GPU Pods

Pods are the core compute units on Yotta Platform. They allow users to deploy, manage, and connect to isolated GPU workloads across various hardware through the Console or the API interface.

💻 Managing Pods via Console

Pod Page Overview

When entering the Pods page:

  • The system by default displays Pods in In Progress state, including:

    • Initialize – Resources are being allocated; the Pod is deploying.

    • Running – The Pod is running normally.

    • Stopping – The Pod is pausing; resources are being reclaimed.

    • Stopped – The Pod has been paused.

    • Terminating – The Pod is being terminated; resources are being reclaimed.

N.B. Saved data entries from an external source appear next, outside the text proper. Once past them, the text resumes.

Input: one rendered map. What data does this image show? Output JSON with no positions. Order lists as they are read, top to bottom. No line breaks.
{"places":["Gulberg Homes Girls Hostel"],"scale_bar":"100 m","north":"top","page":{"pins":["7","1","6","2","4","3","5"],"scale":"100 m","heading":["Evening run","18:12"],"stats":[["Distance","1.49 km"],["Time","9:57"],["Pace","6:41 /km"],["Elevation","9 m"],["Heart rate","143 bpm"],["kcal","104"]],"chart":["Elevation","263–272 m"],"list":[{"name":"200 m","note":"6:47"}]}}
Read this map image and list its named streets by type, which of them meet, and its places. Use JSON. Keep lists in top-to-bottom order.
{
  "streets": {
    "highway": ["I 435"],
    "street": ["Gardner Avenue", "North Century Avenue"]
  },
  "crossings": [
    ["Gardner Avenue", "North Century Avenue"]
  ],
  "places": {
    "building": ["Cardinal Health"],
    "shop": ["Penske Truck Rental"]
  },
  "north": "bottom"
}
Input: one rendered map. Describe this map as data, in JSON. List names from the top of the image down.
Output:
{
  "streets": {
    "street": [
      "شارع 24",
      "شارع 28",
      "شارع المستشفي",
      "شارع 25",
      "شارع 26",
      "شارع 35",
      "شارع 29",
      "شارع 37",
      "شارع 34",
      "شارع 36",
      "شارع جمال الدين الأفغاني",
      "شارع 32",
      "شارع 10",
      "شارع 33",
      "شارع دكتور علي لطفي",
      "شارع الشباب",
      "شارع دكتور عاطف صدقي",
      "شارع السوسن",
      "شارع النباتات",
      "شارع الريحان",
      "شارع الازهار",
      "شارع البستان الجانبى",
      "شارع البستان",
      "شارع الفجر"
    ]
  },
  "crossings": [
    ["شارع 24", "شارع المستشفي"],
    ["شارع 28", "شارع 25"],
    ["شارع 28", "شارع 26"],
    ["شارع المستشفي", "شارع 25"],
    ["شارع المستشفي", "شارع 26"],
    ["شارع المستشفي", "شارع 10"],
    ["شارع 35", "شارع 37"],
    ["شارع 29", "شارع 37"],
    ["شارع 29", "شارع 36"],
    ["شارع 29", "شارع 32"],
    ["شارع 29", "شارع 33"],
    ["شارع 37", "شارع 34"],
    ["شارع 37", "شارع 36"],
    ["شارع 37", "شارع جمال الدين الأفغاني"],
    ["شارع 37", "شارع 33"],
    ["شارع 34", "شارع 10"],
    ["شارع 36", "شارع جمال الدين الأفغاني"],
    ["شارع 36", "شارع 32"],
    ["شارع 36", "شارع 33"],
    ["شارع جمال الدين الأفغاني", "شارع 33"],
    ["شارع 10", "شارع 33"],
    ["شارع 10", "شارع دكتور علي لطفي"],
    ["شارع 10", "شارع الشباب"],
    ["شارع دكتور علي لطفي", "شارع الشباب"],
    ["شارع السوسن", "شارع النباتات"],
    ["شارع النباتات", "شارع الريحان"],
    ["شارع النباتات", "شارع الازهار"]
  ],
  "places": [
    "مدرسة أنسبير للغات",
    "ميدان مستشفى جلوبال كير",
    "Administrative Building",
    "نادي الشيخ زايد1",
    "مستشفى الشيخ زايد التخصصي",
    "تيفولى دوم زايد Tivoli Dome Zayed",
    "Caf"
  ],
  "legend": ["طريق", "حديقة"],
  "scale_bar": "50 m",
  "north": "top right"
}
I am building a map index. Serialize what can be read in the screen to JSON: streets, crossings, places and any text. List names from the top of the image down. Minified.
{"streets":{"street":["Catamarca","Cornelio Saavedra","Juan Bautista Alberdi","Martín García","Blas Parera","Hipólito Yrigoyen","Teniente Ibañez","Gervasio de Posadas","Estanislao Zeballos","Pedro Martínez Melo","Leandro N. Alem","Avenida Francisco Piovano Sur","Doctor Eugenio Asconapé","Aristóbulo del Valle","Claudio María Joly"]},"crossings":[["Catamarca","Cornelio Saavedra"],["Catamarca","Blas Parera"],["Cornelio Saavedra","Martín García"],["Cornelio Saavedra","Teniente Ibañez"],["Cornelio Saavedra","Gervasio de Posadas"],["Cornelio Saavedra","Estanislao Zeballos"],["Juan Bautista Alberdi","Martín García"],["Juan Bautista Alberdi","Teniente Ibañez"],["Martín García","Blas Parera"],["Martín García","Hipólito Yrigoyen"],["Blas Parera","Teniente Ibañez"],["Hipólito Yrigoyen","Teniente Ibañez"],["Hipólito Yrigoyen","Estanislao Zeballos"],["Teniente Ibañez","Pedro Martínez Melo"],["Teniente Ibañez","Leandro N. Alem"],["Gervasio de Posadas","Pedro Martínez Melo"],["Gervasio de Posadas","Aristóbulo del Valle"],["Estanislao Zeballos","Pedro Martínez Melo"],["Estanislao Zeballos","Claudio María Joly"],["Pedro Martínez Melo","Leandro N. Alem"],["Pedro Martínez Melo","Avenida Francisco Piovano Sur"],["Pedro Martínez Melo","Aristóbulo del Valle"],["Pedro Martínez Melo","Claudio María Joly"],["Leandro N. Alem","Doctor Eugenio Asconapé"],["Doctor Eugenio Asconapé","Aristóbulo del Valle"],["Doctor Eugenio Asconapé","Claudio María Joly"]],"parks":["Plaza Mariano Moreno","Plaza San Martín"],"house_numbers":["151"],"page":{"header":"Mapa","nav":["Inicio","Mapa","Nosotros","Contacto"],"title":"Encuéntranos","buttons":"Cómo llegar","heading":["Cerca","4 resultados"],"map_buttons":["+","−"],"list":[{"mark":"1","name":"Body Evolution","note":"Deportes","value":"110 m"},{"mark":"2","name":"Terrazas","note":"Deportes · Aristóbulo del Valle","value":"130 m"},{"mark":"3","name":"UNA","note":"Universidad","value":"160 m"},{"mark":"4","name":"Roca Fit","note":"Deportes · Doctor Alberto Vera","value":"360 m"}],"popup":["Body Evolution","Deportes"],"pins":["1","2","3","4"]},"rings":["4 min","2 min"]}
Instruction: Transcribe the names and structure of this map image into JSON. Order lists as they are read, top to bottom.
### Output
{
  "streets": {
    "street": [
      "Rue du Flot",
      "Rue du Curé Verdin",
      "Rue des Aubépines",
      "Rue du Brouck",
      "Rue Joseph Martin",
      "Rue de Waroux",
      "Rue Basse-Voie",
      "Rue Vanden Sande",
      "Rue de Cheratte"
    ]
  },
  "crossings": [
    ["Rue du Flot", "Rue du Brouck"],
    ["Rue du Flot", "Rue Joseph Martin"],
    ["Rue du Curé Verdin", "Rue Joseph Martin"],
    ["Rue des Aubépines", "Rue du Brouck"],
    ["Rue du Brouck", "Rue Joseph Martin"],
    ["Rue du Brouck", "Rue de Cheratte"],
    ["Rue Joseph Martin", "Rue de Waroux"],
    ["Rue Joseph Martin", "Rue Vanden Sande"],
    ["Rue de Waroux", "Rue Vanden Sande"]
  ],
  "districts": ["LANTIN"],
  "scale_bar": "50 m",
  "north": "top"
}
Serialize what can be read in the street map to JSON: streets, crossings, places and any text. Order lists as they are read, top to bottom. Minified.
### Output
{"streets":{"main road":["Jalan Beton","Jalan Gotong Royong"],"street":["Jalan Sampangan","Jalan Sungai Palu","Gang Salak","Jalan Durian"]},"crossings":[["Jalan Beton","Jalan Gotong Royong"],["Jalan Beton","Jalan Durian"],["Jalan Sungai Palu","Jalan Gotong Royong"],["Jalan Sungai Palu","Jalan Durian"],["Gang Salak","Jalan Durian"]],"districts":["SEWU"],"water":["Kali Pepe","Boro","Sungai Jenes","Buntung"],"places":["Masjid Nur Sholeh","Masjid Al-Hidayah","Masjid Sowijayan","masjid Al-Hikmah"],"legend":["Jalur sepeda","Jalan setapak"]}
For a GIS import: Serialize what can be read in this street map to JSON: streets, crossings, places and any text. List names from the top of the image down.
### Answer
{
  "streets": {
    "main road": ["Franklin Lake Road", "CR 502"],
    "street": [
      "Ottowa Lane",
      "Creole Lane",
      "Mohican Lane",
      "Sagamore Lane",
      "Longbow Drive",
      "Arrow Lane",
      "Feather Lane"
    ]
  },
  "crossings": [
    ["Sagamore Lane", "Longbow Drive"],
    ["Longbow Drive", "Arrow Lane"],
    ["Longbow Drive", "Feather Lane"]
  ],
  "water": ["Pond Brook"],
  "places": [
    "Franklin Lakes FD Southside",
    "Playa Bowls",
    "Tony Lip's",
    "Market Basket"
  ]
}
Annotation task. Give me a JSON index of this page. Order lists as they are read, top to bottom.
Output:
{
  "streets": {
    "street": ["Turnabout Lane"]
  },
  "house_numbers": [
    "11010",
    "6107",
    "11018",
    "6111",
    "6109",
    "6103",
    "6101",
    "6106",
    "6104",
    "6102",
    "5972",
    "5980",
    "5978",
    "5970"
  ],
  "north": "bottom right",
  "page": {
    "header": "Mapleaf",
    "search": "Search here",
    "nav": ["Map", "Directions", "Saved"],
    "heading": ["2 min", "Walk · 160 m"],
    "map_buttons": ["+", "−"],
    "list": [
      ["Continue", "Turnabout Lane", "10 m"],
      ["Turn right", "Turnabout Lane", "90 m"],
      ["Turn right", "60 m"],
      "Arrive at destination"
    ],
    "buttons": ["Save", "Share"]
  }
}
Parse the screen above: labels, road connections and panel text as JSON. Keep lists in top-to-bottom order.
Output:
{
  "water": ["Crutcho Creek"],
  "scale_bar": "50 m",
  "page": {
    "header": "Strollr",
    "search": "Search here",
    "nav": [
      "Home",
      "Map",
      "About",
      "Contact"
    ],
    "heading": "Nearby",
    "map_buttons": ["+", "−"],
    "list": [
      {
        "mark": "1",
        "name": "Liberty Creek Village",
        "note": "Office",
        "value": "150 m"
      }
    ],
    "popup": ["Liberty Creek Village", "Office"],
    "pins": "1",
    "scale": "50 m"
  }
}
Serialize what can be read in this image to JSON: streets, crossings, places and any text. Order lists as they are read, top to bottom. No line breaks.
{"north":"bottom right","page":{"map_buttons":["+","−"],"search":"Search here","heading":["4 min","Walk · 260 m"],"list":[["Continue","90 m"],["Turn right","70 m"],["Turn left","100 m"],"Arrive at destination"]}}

  • Click the History tab to view Pods that have completed within the last 24 hours, which includes:

    • Terminated – The Pod has been deleted.

    • Failed – Deployment failed. Common causes:

      • Insufficient system resources

      • Invalid image configuration

  • There is a search bar where you can use Pod name to find your Pod (fuzzy search supported). You can also use Pod Status or GPU Type to filter Pods.

⚙️ Deploying a Pod

Step-by-Step Guide

  • Navigate to: Compute → Pods

  • Click Deploy (top right). You’ll enter the GPU Selection page.

  • Select GPU Type

    • Choose a GPU model suitable for your workload.

  • Configure Pod

    • Fill in required parameters (fields marked with * are mandatory).

Image Requirements

Click Edit next to image name to further configure your image. We provided a list of official images compiled by Yotta Labs. Also, we allow users to select custom images including both Public Images and Private Images.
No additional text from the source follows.